I have an old Compaq proliant DL-360 with two 36GB, 10kRPM disks mirrored on a Symbios Logic 53C1510 hardware raid controller. The raid system works fine (uses the cpqarray driver, vanilla 2.6.20.1 kernel), but I am looking for a way to monitor the status of the individual disks, in order to be notified if a disk crashes. I have been searching high and low for something useful, but so far have not been able to find anything that appears useful. Any suggestions??

I don't think i can use S.M.A.R.T., since the disks are not presented individually, but only through the raid device.

With the cpqarray driver, my root partition is as follows:

/dev/ida/c0d0p1 on / type reiserfs (rw,usrquota)

The controller is:

0000:00:01.0 RAID bus controller: LSI Logic / Symbios Logic 53C1510 (rev 02)

----------

## killfire

This may be a very stupid way to test it, but if you have only one hard drive connected, does anything show up in the cpqarray info in the kernel messages or lspci?

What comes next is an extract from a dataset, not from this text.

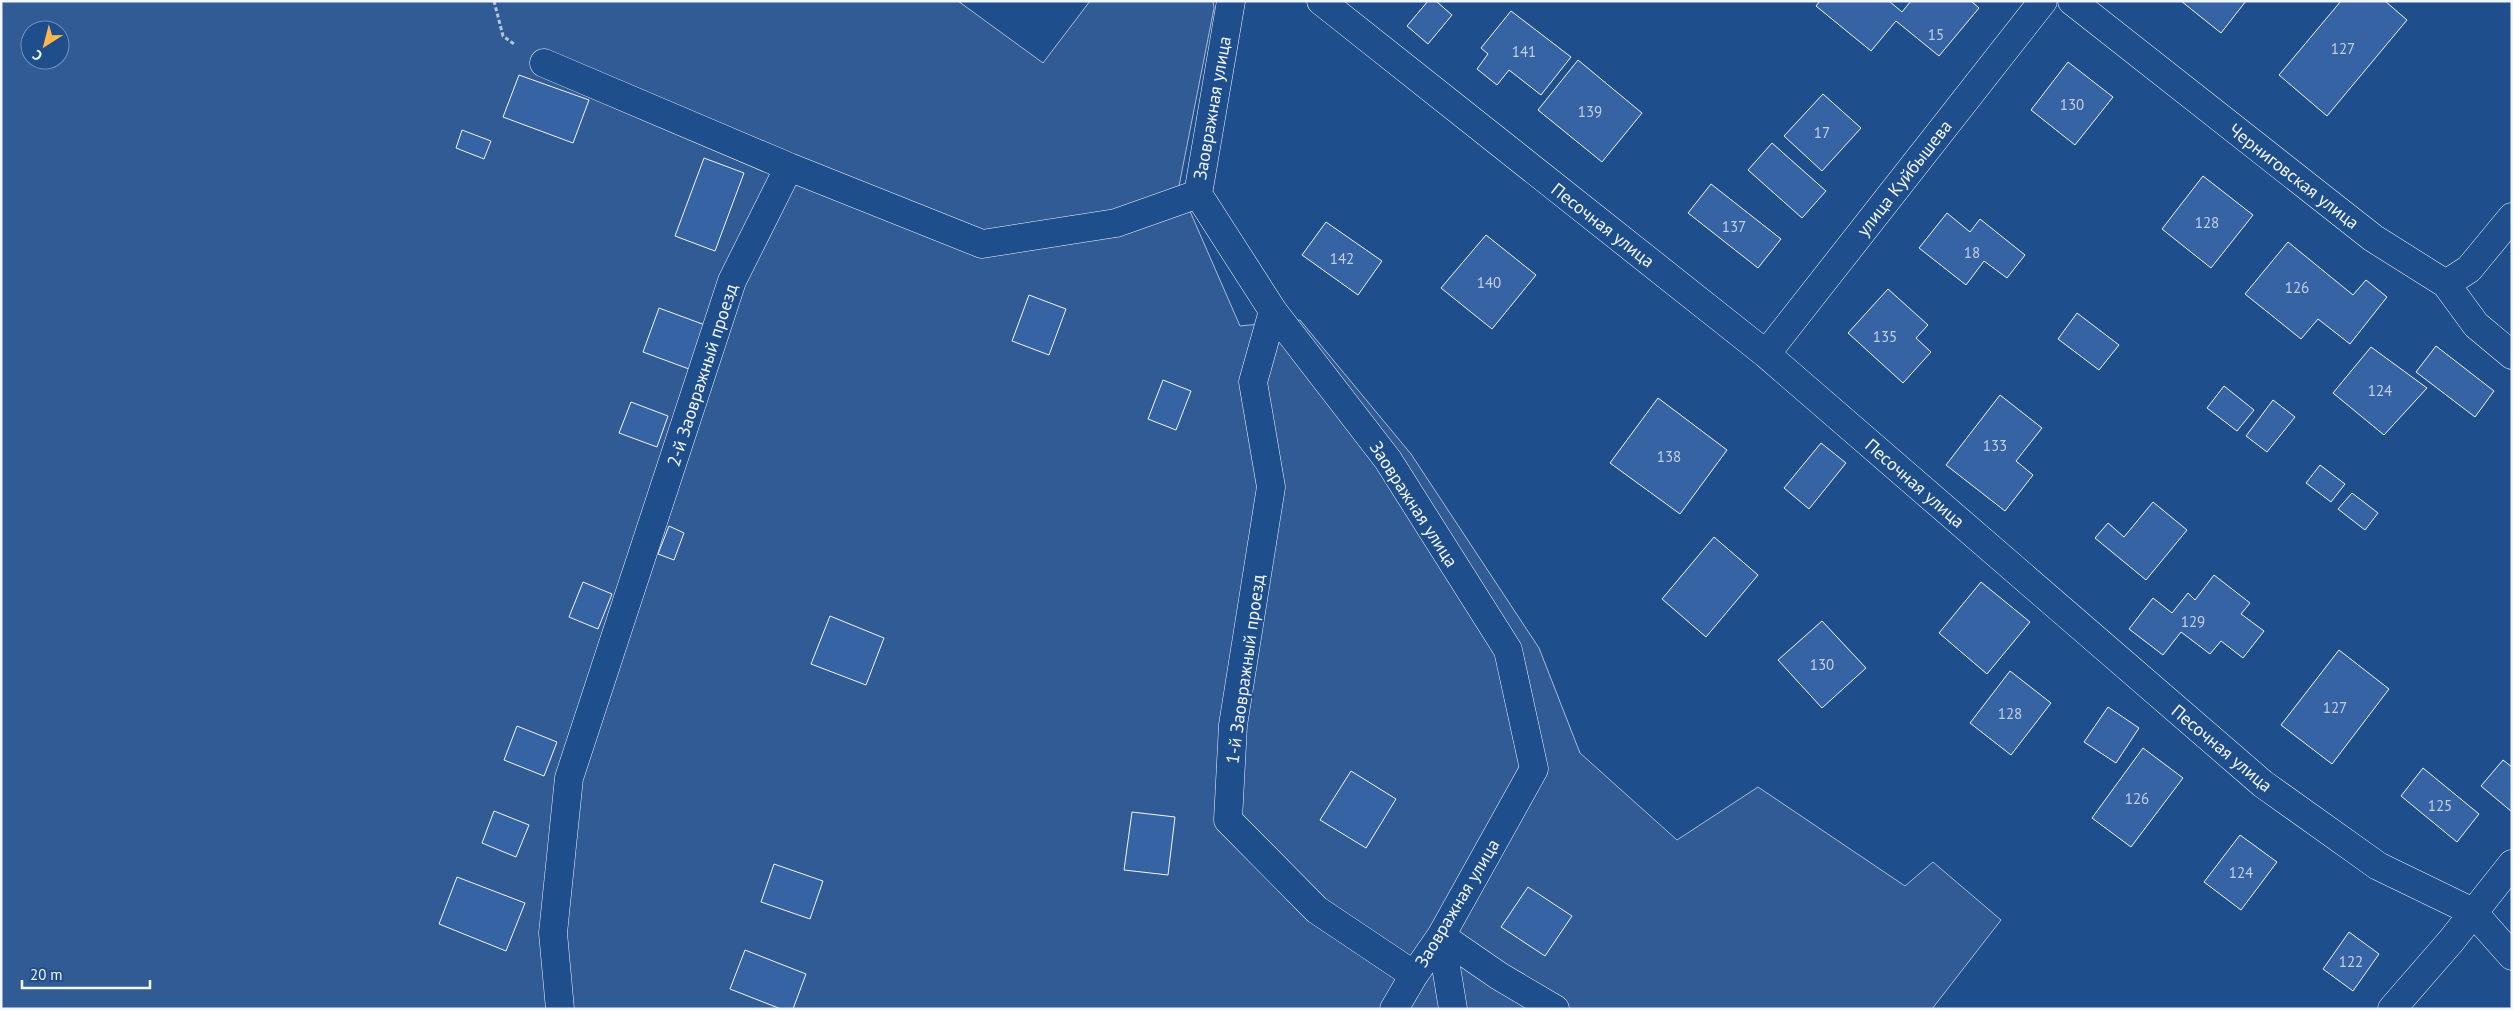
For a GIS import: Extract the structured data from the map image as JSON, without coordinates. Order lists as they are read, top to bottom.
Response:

I know that doesn't help, but it is a possible way to start sniffing around... also, have you tried messaging the people who mantain cpqarray? these people on sourceforge: Project Admins: cmaupin, compaqadm, jcagle, mhaselden, murthysaripalli, smcameron...

hopefully that gives you _some_ help, if not actually solving your problem.

----------

## hurgh

Hi,

Not sure if this is going to be useful for you or not, but I have a system setup using the same type of raid card.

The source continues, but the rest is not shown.